What is needed :: Filter the data for "strong" and copy matching lines.

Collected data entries

[Start of Attachment]

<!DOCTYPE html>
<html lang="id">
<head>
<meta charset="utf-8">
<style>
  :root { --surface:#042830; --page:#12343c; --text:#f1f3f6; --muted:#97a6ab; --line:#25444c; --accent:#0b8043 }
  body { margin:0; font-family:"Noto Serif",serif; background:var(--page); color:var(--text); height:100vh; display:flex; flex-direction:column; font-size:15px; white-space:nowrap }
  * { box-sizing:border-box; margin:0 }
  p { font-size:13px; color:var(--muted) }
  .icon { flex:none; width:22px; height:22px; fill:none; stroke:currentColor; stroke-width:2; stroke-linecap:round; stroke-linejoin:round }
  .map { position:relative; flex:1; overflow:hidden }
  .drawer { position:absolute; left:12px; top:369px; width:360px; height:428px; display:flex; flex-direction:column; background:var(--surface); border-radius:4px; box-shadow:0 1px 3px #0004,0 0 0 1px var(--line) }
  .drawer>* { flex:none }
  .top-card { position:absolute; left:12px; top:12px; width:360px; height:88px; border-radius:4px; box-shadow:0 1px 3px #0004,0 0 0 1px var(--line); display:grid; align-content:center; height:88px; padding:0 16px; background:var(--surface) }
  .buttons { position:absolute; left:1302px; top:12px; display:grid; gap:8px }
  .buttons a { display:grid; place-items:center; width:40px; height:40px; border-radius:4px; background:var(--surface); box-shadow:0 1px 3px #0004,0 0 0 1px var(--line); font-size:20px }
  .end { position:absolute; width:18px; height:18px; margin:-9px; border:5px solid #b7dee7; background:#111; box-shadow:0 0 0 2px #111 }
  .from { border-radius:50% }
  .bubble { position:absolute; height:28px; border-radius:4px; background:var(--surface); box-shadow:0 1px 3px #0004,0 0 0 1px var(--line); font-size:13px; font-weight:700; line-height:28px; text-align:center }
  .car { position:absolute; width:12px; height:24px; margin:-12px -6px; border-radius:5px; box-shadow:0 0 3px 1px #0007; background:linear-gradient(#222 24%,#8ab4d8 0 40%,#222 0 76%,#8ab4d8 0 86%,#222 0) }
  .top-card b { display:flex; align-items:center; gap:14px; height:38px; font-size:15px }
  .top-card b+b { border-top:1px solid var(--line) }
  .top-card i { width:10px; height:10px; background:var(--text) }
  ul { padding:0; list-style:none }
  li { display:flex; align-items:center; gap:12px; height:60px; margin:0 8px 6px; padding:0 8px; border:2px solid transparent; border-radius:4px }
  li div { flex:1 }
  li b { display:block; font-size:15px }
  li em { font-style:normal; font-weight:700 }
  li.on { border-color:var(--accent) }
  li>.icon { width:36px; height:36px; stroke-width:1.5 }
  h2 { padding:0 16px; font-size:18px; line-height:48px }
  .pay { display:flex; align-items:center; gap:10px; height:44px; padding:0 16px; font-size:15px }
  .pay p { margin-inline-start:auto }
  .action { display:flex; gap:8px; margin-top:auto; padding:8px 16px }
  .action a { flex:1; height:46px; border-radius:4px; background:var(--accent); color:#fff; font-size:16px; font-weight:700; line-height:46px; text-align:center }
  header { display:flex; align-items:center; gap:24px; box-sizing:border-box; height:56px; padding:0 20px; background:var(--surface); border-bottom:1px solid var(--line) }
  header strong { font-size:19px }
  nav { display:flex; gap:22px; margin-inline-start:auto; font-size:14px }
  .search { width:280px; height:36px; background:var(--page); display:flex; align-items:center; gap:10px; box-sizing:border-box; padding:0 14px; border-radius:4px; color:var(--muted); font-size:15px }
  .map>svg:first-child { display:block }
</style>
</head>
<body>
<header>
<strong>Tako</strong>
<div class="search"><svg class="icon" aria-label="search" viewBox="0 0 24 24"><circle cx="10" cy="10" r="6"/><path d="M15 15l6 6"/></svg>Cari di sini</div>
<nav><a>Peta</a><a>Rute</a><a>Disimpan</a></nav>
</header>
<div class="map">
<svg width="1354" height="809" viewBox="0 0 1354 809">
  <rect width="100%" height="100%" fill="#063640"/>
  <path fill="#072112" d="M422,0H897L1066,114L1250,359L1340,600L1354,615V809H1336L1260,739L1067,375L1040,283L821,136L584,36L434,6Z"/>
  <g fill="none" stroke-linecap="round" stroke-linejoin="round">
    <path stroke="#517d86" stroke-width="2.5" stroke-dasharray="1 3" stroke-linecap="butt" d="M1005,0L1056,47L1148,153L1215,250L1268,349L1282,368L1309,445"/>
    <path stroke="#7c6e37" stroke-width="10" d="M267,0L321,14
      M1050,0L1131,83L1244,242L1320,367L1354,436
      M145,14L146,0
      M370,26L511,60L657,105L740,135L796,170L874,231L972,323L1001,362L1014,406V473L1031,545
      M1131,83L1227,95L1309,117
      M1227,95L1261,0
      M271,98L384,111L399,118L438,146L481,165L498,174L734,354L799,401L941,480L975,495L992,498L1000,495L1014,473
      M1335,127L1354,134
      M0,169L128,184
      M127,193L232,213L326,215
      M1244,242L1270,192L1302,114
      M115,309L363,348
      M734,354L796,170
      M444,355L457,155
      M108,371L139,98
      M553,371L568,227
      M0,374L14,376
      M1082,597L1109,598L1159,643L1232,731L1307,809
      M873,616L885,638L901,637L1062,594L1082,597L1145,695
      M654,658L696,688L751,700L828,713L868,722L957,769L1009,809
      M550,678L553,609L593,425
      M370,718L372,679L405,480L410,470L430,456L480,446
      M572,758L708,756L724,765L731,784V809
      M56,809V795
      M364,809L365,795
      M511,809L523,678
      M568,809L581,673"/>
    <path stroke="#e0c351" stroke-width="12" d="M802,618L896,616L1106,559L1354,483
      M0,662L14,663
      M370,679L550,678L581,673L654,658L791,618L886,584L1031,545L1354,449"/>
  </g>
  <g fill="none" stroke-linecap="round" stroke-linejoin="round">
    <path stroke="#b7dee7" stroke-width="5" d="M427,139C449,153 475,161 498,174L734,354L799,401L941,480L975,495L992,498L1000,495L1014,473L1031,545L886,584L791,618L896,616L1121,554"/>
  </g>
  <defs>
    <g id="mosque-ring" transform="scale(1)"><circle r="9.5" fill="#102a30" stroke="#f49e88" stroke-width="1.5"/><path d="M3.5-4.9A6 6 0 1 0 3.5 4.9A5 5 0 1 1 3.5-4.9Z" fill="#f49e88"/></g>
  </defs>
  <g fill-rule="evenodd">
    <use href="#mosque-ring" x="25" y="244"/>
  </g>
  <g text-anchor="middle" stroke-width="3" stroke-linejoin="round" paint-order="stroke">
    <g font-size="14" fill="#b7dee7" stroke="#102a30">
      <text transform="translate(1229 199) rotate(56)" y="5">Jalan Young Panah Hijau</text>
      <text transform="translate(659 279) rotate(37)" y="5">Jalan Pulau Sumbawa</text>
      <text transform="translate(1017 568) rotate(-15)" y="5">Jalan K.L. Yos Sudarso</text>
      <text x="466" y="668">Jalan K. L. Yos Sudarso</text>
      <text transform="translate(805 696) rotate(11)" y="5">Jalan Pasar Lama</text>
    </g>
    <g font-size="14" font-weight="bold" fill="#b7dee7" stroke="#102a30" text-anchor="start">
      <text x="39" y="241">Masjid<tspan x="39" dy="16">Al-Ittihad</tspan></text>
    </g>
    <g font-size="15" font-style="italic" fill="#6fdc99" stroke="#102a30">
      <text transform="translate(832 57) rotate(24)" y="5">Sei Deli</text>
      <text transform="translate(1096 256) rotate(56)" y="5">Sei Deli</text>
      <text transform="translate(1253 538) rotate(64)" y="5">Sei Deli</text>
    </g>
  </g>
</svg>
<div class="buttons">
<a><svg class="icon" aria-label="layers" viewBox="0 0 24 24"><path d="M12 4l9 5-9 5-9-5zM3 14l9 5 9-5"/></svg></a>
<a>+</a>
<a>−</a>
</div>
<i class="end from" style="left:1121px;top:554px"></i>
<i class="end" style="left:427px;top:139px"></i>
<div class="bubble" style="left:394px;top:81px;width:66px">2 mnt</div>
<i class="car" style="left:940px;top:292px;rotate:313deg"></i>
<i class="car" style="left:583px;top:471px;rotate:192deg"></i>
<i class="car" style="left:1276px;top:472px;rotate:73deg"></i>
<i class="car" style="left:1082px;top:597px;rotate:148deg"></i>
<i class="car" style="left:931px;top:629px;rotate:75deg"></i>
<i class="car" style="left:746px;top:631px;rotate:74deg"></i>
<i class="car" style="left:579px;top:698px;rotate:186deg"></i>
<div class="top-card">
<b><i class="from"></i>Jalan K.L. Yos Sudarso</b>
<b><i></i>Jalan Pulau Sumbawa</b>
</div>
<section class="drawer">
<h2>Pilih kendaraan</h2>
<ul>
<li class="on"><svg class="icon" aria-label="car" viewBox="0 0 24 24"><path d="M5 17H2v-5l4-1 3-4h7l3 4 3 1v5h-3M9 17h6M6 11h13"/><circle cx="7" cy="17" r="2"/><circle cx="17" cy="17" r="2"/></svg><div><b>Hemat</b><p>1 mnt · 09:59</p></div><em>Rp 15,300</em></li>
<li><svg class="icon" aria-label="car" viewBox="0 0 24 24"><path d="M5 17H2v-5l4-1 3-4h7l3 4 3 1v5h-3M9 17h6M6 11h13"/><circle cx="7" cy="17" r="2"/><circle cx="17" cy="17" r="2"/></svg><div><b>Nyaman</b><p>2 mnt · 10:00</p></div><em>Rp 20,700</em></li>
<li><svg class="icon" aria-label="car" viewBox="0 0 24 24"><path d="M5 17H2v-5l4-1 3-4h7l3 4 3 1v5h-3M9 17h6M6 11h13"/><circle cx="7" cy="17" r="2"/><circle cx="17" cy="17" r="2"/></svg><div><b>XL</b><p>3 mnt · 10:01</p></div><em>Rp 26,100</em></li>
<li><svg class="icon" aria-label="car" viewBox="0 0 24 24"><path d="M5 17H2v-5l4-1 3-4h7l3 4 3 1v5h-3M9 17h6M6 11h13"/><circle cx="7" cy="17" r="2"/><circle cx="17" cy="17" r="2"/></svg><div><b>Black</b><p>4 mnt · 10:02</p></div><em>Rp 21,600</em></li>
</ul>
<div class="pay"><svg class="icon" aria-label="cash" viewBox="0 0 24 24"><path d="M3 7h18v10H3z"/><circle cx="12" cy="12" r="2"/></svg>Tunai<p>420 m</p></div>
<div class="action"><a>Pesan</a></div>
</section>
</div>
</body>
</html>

[End of Attachment]

Response ::
  header strong { font-size:19px }
<strong>Tako</strong>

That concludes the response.